Causa patrocinata dallo Studio Legale Salvagni

La Corte di appello di Roma, con sentenza del 20.05.2024, rigettando l’appello proposto dalla società, ha confermato la sentenza del Tribunale di Roma che aveva accertato l'illegittimo demansionamento subito da un lavoratore inquadrato nel livello 7° Quadro e statuito che le mansioni  svolte in distacco presso altra società (la Loquendo) erano da ricondursi a quelle di Venditore e, come tali, riferibili all’inferiore 5° livello del CCNL Telecomunicazioni, mentre quelle di Store Fix Specialist, svolte successivamente, erano addirittura riferibili all’inferiore di 4° livello del CCNL applicato.

La Corte di appello, inoltre, in accoglimento dell’appello incidentale proposto dal lavoratore, ha condannato la società alla corresponsione di ulteriori (rispetto ai 170.000 liquidati dal giudice di primo grado) 250.000 euro a titolo di danno alla professionalità (in considerazione della notevole durata della dequalificazione professionale - dal 2017 - e della gravità del demansionamento). In tal modo, il danno professionale liquidato corrisponde all’80% della retribuzione per ciascun mese per tutto il periodo dell’accertato demansionamento.
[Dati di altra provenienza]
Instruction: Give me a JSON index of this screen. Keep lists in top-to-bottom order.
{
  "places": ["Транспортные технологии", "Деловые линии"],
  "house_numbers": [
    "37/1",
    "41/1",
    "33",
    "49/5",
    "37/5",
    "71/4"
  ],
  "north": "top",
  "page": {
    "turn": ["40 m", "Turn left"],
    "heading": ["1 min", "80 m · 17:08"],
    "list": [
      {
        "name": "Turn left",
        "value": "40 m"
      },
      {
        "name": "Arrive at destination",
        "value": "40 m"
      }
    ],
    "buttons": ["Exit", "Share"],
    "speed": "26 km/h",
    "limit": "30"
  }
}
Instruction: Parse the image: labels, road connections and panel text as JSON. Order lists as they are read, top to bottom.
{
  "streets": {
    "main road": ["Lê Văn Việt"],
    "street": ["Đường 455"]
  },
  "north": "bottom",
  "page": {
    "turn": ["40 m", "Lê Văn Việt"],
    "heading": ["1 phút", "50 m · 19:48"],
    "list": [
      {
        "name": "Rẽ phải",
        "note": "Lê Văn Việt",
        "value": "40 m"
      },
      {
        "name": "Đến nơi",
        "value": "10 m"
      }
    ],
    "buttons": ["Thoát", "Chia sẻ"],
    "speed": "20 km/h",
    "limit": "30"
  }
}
I giudici del secondo grado, infine, sempre in accoglimento dell’appello incidentale proposto dal lavoratore, hanno riconosciuto l’assegnazione di un’auto aziendale concessa ad uso promiscuo quale retribuzione in natura corrisposta mediante il conferimento in favore del lavoratore di beni e/o servizi, comunemente denominati "fringe benefit”.   
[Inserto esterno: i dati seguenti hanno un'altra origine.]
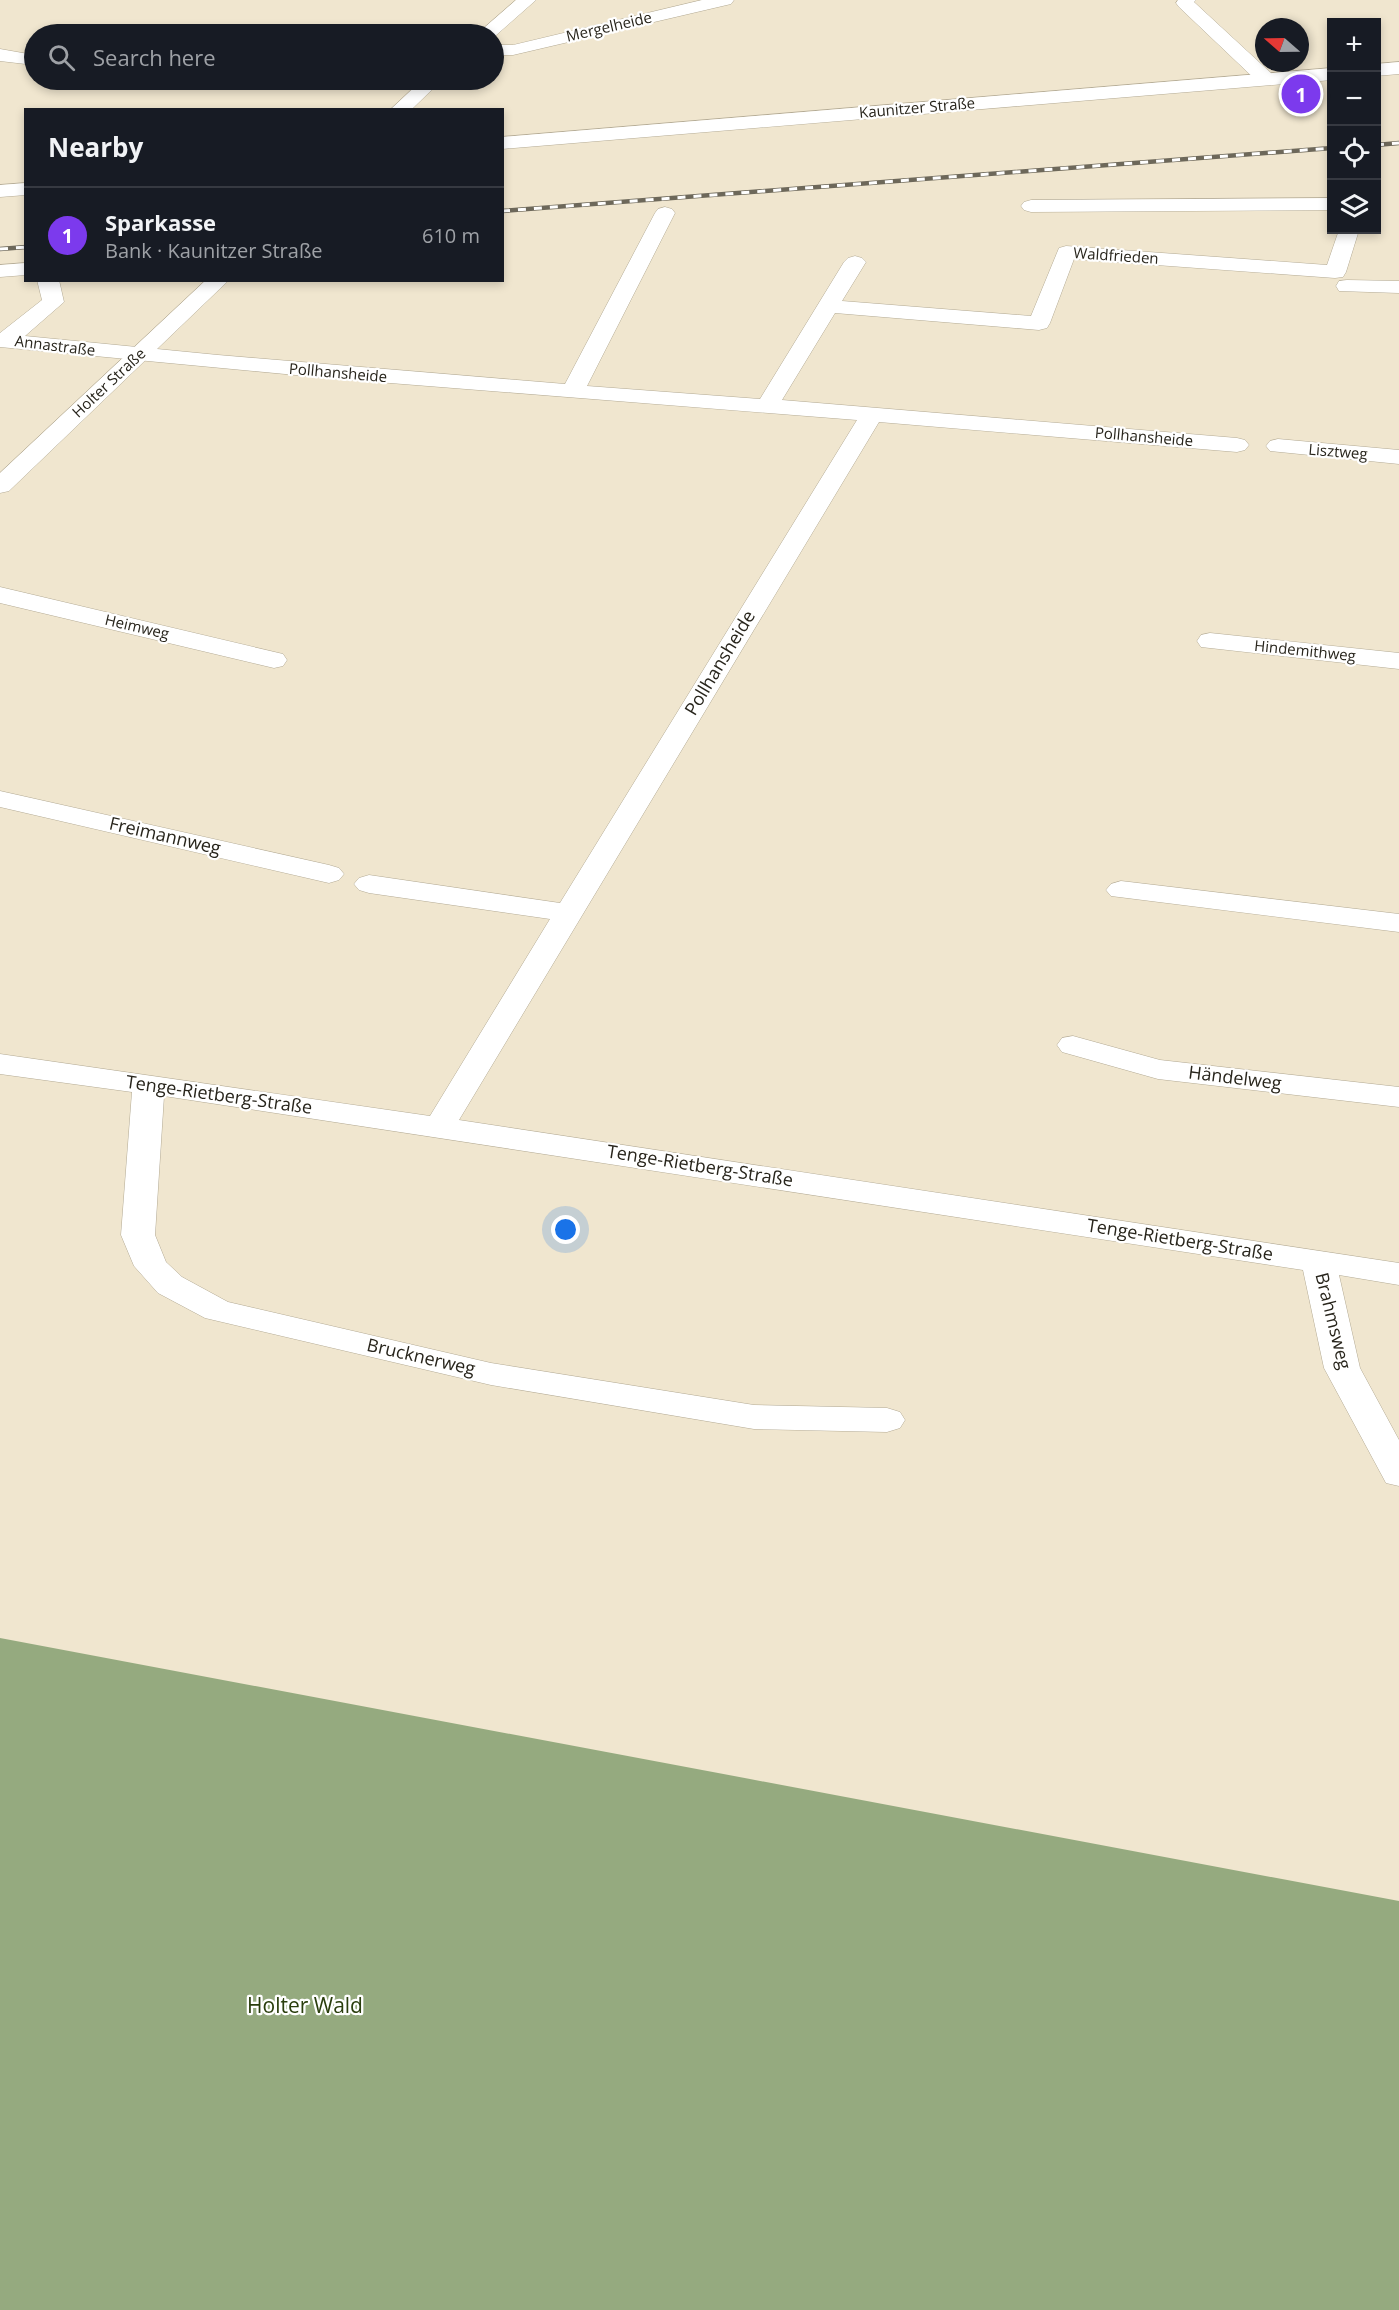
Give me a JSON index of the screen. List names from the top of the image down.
{
  "streets": {
    "street": [
      "Mergelheide",
      "Kaunitzer Straße",
      "Waldfrieden",
      "Annastraße",
      "Pollhansheide",
      "Holter Straße",
      "Lisztweg",
      "Heimweg",
      "Hindemithweg",
      "Freimannweg",
      "Händelweg",
      "Tenge-Rietberg-Straße",
      "Brahmsweg",
      "Brucknerweg"
    ]
  },
  "crossings": [
    ["Annastraße", "Pollhansheide"],
    ["Annastraße", "Holter Straße"],
    ["Pollhansheide", "Holter Straße"],
    ["Pollhansheide", "Tenge-Rietberg-Straße"],
    ["Tenge-Rietberg-Straße", "Brahmsweg"],
    ["Tenge-Rietberg-Straße", "Brucknerweg"]
  ],
  "parks": ["Holter Wald"],
  "north": "left",
  "page": {
    "map_buttons": ["+", "−"],
    "search": "Search here",
    "pins": "1",
    "heading": "Nearby",
    "list": [
      {
        "mark": "1",
        "name": "Sparkasse",
        "note": "Bank · Kaunitzer Straße",
        "value": "610 m"
      }
    ]
  }
}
Ed infatti, a seguito della revoca dell’auto aziendale, il lavoratore aveva adito il Tribunale di Roma per richiedere il riconoscimento della natura retributiva della stessa e il conseguente pagamento delle retribuzioni per equivalente in ragione della mancata fruizione del benefit, trattandosi di retribuzione irriducibile ex art. 2103 e 2099 c.c., ormai entrata a far parte del patrimonio del lavoratore.          
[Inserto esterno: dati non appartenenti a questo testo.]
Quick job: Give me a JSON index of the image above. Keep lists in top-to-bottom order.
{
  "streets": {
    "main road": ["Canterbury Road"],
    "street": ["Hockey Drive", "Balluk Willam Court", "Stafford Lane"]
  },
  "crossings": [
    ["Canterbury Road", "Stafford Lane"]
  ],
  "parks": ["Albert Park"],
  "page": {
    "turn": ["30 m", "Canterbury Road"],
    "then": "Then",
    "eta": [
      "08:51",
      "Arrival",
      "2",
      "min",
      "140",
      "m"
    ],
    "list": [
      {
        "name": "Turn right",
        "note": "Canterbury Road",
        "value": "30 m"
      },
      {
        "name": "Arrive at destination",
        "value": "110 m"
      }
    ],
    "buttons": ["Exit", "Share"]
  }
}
La Corte di appello di Roma, per quanto attiene all’attribuzione dell’auto aziendale per “uso promiscuo” con inserimento in busta paga dell’elemento figurativo del valore convenzionale dell’auto, ha ritenuto che tale concessione, trattandosi di “fringe benefits”, assume valore di retribuzione in natura, cui si applica il principio di irriducibilità della retribuzione.

Pertanto, secondo il giudice, il datore può revocare l’utilizzo dell’auto, ma solo a condizione di mantenere lo stesso livello retributivo del dipendente, trattandosi di retribuzione irriducibile, connessa all’uso promiscuo dell’auto.

La società, pertanto, è stata condannata al pagamento di una somma avente natura retributiva, quale controvalore economico del benefit revocato, nonché del controvalore del costo carburante.